# VSA / PicoPic help



## Spookineer (Aug 20, 2006)

Has PicoBotics disappeared from the web? I need to configure 2 PicoPics to miniSSC mode using their utility program but can't seem to find it on the web. I have it on this PC but was unable to copy it and install it onto my haunt PC. Problem is, I can configure 1 of them for com port 1 on this PC but I only have 1 serial com port here. I use 2 serial ports on the haunt PC, 1 for each board. I know that one option is to split com port 1 and re-address the second picopic for addresses 20 thru 39 but would rather not. Yet another option is to use stock configuration and control the servos in pico mode of VSA. There was some discussion a while back on doing the latter but as I recall, it didn't work for Randyaz. Has anyone figured this out?
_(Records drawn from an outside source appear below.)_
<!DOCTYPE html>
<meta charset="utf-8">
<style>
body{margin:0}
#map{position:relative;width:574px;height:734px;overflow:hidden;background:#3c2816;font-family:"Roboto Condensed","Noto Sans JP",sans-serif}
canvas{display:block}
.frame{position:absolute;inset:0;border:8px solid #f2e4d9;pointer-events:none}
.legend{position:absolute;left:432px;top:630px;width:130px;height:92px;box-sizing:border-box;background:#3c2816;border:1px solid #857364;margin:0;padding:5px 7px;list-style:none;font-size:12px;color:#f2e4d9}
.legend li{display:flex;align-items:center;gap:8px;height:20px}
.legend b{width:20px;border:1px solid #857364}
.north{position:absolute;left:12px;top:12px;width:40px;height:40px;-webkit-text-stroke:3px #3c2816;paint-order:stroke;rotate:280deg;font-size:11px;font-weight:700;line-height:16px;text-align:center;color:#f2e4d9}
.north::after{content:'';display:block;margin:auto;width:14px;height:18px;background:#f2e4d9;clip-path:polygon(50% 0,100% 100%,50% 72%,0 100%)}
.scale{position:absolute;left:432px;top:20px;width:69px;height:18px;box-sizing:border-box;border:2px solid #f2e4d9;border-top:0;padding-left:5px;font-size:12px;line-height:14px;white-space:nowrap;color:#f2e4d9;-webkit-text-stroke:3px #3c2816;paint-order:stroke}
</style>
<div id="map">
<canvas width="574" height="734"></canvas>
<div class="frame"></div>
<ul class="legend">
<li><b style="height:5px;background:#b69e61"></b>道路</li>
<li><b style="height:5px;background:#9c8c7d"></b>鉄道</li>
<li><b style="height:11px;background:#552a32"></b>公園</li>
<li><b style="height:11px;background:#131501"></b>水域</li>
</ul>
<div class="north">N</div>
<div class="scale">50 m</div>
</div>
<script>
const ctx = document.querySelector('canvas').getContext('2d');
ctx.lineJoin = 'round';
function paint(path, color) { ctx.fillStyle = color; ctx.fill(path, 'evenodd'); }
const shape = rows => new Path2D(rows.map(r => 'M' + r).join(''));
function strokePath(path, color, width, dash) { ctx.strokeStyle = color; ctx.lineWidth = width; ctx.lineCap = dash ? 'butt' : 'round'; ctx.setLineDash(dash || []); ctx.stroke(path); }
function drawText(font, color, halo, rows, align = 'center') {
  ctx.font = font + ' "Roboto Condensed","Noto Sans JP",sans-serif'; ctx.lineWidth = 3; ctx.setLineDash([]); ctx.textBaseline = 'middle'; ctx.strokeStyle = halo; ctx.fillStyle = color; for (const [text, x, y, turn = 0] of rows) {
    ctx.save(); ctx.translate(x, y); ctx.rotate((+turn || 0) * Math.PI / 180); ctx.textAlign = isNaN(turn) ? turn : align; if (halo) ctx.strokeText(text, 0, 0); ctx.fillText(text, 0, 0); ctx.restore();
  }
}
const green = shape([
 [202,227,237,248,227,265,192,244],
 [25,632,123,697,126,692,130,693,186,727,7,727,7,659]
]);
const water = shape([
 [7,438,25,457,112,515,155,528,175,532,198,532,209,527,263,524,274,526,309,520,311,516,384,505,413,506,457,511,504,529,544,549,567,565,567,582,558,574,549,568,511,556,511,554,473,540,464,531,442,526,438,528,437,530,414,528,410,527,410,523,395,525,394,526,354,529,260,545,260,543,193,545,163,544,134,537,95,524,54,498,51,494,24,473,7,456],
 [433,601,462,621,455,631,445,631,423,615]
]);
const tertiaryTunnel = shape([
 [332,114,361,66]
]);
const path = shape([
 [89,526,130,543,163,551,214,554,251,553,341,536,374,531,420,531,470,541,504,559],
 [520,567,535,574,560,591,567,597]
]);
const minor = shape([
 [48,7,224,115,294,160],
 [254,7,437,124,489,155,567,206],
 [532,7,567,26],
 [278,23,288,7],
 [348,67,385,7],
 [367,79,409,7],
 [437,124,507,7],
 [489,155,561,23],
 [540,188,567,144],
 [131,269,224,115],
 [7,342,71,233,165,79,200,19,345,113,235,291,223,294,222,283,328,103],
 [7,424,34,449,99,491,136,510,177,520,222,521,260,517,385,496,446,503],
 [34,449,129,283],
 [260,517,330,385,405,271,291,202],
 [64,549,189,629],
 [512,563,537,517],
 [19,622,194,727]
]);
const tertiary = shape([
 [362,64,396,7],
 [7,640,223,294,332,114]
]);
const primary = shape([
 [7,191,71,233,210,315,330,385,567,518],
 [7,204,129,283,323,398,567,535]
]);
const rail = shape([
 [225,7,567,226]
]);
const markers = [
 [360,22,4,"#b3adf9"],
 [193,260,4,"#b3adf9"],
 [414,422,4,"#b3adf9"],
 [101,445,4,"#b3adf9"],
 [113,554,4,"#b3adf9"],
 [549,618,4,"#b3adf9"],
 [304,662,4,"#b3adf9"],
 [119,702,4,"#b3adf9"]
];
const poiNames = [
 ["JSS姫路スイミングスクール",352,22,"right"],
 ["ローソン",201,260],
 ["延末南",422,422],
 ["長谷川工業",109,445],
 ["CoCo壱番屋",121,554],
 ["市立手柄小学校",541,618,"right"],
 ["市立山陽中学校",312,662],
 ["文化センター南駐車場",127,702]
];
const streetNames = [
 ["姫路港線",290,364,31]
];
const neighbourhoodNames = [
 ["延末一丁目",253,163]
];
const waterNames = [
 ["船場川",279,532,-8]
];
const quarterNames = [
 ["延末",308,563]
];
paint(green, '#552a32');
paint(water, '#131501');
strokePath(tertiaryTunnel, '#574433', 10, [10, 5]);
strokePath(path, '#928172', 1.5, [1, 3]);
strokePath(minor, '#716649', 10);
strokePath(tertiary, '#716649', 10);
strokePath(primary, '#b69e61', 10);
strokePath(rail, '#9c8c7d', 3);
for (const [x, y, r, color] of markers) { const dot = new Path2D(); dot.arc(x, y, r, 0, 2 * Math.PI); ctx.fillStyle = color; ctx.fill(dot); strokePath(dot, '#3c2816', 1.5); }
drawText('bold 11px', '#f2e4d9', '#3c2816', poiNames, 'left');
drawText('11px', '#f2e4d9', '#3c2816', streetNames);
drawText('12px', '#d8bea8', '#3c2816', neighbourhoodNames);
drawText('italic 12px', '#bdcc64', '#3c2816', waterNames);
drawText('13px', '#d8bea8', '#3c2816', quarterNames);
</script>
HELP! I need to get started programming the show...


----------



## TwistedDementia (May 2, 2007)

Did you need the Pico2000-4 file?
I have that one if you need it.


----------



## Spookineer (Aug 20, 2006)

The only name I can find on the file is PicoPicSetup.exe version 1.0.0.1


----------



## randyaz (May 26, 2006)

Here is a link from the wayback machine... all the site is there and working

http://web.archive.org/web/20060222000332/http://www.picobotics.com/index.html


----------



## Spookineer (Aug 20, 2006)

Once again, my friend, you have saved the day...
did you ever get vsa to work in pico mode?


----------



## randyaz (May 26, 2006)

I never really fooled around with it after the initial try... seems that others posted that they had...but I dont remember who


----------